I look at all the mirrors. Think about what Alma’s been forced to watch. I know what her uncle will do. He’ll think Alma let some dude (me) into the apartment. One of her neighbors is bound to say something, if they haven’t already.
I walk to the door and stick my head out. I speak to George. He cries. I tell him not to come ba
ck in no matter what. I close the door. Tighten my hoodie. Grip the machete.
I face Alma. My stomach lurches. The only thing that holds my dinner down is Miss Black’s pink roses. But the roses can’t hold back my tears. I’m never going to see her again.
“You will never forgive me,” I say to Alma.
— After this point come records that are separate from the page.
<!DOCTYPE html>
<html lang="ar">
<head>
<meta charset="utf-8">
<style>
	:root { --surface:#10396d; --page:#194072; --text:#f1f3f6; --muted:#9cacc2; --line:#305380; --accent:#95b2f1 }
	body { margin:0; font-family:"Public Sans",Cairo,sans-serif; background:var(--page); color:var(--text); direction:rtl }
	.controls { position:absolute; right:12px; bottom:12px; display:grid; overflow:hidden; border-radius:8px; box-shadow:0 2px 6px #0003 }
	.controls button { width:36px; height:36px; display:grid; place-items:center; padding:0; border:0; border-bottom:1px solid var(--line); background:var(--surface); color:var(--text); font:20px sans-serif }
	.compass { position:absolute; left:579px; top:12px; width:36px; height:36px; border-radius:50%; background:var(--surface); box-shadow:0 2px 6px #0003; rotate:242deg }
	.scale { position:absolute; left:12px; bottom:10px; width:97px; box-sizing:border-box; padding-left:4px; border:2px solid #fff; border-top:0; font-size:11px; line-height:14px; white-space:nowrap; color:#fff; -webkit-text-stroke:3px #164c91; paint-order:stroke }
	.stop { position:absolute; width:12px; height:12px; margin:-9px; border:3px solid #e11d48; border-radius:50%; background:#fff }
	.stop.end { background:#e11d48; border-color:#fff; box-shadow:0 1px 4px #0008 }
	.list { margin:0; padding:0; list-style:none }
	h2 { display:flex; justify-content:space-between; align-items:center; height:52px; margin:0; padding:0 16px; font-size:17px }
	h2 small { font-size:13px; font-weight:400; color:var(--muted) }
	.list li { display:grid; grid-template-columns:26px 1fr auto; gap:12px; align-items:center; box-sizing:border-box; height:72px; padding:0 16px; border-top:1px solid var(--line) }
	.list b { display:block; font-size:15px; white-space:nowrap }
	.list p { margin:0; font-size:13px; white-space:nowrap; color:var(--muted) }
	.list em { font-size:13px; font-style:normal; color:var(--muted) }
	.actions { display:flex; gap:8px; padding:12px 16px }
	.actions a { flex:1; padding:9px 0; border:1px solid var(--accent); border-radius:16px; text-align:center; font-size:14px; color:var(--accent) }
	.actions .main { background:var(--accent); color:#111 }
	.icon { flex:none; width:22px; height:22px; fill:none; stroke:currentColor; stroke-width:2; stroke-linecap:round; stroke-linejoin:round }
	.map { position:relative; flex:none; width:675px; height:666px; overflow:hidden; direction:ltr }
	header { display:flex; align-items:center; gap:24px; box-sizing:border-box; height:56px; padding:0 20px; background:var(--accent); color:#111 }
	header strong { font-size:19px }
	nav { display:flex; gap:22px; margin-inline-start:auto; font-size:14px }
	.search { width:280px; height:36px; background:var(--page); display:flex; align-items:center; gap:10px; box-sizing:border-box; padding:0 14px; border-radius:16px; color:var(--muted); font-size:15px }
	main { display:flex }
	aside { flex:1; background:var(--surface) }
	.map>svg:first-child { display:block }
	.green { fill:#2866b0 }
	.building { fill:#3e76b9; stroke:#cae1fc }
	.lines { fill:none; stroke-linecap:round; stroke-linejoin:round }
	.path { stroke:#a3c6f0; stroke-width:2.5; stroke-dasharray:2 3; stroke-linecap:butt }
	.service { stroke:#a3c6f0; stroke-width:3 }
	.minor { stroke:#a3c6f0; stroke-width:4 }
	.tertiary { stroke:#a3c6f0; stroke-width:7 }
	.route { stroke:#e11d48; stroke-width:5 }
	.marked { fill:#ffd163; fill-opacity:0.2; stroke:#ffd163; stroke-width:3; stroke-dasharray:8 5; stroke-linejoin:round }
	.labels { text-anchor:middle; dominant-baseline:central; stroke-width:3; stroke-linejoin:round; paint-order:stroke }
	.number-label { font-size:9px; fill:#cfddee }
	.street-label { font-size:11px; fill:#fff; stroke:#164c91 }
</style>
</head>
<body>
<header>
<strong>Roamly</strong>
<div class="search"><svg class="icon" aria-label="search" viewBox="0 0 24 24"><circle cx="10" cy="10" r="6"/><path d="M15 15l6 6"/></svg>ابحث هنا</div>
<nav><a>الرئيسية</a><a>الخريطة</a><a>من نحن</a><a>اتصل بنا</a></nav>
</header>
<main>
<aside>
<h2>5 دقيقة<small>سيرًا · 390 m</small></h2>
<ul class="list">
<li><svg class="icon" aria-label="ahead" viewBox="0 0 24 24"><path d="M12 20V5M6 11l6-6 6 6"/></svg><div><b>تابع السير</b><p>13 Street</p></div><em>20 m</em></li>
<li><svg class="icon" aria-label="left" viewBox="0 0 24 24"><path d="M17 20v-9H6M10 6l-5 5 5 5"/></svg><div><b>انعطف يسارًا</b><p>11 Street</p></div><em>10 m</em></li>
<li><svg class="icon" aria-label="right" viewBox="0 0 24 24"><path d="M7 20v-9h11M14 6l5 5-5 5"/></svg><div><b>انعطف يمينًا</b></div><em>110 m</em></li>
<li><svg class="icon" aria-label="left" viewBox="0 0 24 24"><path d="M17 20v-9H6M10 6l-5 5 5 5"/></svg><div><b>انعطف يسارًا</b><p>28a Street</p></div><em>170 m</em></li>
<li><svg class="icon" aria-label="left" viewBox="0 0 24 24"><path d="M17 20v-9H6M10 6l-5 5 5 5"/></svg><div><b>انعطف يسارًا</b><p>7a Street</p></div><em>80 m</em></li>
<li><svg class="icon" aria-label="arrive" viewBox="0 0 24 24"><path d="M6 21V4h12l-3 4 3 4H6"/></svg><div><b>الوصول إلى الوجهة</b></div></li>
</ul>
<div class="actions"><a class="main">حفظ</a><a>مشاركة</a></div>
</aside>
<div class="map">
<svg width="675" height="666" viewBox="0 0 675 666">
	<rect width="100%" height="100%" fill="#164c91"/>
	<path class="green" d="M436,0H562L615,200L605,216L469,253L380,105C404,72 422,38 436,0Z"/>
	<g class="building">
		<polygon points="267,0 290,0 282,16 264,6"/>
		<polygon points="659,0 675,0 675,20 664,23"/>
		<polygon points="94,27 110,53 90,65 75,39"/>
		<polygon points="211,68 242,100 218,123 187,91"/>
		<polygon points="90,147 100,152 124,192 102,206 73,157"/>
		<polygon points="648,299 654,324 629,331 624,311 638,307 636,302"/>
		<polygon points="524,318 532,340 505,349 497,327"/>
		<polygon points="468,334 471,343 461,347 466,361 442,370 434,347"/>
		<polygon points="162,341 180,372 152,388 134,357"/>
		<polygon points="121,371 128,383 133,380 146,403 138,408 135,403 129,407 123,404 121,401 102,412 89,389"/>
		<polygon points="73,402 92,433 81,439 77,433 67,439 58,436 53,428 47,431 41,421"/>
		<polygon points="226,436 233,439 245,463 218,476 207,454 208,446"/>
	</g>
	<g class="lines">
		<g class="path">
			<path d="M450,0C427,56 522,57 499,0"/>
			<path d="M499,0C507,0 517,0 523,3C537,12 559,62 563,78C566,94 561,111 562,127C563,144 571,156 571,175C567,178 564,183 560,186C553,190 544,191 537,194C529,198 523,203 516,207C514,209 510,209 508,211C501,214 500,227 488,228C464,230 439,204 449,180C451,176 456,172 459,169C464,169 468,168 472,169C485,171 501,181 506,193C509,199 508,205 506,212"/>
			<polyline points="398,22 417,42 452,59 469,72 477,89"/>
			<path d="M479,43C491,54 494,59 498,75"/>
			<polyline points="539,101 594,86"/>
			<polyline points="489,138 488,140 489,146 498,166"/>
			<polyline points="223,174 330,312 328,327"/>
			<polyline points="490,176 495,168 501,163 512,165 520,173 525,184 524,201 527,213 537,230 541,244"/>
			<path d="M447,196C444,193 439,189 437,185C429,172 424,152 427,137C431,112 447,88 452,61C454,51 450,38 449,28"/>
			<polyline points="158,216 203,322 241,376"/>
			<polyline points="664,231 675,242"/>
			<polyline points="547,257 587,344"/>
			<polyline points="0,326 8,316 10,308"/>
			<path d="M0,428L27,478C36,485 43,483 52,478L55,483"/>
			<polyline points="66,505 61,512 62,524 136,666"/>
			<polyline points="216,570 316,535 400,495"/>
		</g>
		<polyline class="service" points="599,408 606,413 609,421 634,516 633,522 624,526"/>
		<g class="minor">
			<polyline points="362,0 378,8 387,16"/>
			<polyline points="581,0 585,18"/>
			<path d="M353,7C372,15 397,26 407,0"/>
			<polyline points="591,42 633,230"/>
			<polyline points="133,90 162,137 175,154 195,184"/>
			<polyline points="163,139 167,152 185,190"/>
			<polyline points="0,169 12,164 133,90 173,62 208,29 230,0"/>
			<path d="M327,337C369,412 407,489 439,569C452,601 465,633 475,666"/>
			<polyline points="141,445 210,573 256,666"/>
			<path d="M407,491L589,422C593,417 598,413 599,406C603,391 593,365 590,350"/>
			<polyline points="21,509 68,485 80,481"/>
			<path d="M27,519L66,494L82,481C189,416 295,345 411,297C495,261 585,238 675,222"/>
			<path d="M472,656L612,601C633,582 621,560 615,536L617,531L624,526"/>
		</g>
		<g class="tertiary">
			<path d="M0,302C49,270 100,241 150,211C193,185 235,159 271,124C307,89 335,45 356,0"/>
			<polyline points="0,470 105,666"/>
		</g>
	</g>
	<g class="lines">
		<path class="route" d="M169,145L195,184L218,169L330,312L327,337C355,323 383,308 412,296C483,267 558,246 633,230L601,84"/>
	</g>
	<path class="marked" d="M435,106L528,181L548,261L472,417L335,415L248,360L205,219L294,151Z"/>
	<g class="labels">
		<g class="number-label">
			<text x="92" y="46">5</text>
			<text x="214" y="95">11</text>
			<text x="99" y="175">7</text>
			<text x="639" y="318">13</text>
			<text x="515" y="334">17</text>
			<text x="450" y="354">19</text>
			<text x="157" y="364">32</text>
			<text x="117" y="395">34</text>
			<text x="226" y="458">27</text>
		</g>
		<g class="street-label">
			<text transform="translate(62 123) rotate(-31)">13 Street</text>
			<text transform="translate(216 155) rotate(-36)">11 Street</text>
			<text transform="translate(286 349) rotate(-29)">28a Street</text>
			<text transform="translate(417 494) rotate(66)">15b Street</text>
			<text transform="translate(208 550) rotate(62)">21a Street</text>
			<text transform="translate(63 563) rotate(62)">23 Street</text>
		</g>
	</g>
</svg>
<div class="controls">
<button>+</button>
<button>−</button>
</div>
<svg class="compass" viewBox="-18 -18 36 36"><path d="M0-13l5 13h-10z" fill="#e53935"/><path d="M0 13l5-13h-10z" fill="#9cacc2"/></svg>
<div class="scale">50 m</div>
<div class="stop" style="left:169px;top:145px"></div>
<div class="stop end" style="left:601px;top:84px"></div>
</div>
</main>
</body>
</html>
“I’ll forgive you, Macy. Get out!”
I step forward and raise my machete.
“Oh my God—What are you—”
For once I’m going to do something for her. Something she can’t do for herself.
“Macy, what—”
Her words get cut off as I slash her face. Stripe her with blood. Blood spatters bloom on her nightgown. I knock her on the floor and cut off her hair. Cut all the motherfucking petals off the rose.
“Now you’ll be safe. Nobody gonna touch you now.”
She screams into the linoleum. I stop. Wrap her in a blanket. I take the blow out my backpack and shake it on the floor like a blanket of Canada snow. In it I spell:
You’re next Motherfucker
I tuck that hundred dollar bill from my fifteenth birfday into Alma’s twitching hand. Then I go knock on the door. It opens and I slip out. Through the door I can hear her stumbling around the apartment, crying.
Out in the hallway, I wait a minute even though George is pulling on me. I want to see if someone is going to come. Is just one person going to open their door? At least yell they’re going to call the police? All I hear is two doors shutting and someone turning their TV way up. Some girl screams but it’s coming from the set. The moonlight glints off the tips of George’s fur coat.
Stain
Noun and verb. Rhymes with pain.
We go the Laundromat and use the pay phone to call 911 and tell the rude bitch on the other end to send a cop and ambulance to 3C at the Palace Apartments. George strips down until all he’s wearing is his tighty whities. He puts the Ninja Turtle Helmet back where it belongs.
He holds up his Puff Daddy clothes and calls out over the washers and dryers, “Switch?”
It don’t take two minutes before George swaps clothes with some fool and is wearing a giant red M&M T-shirt with camo pants to complete his crazy-ass outfit.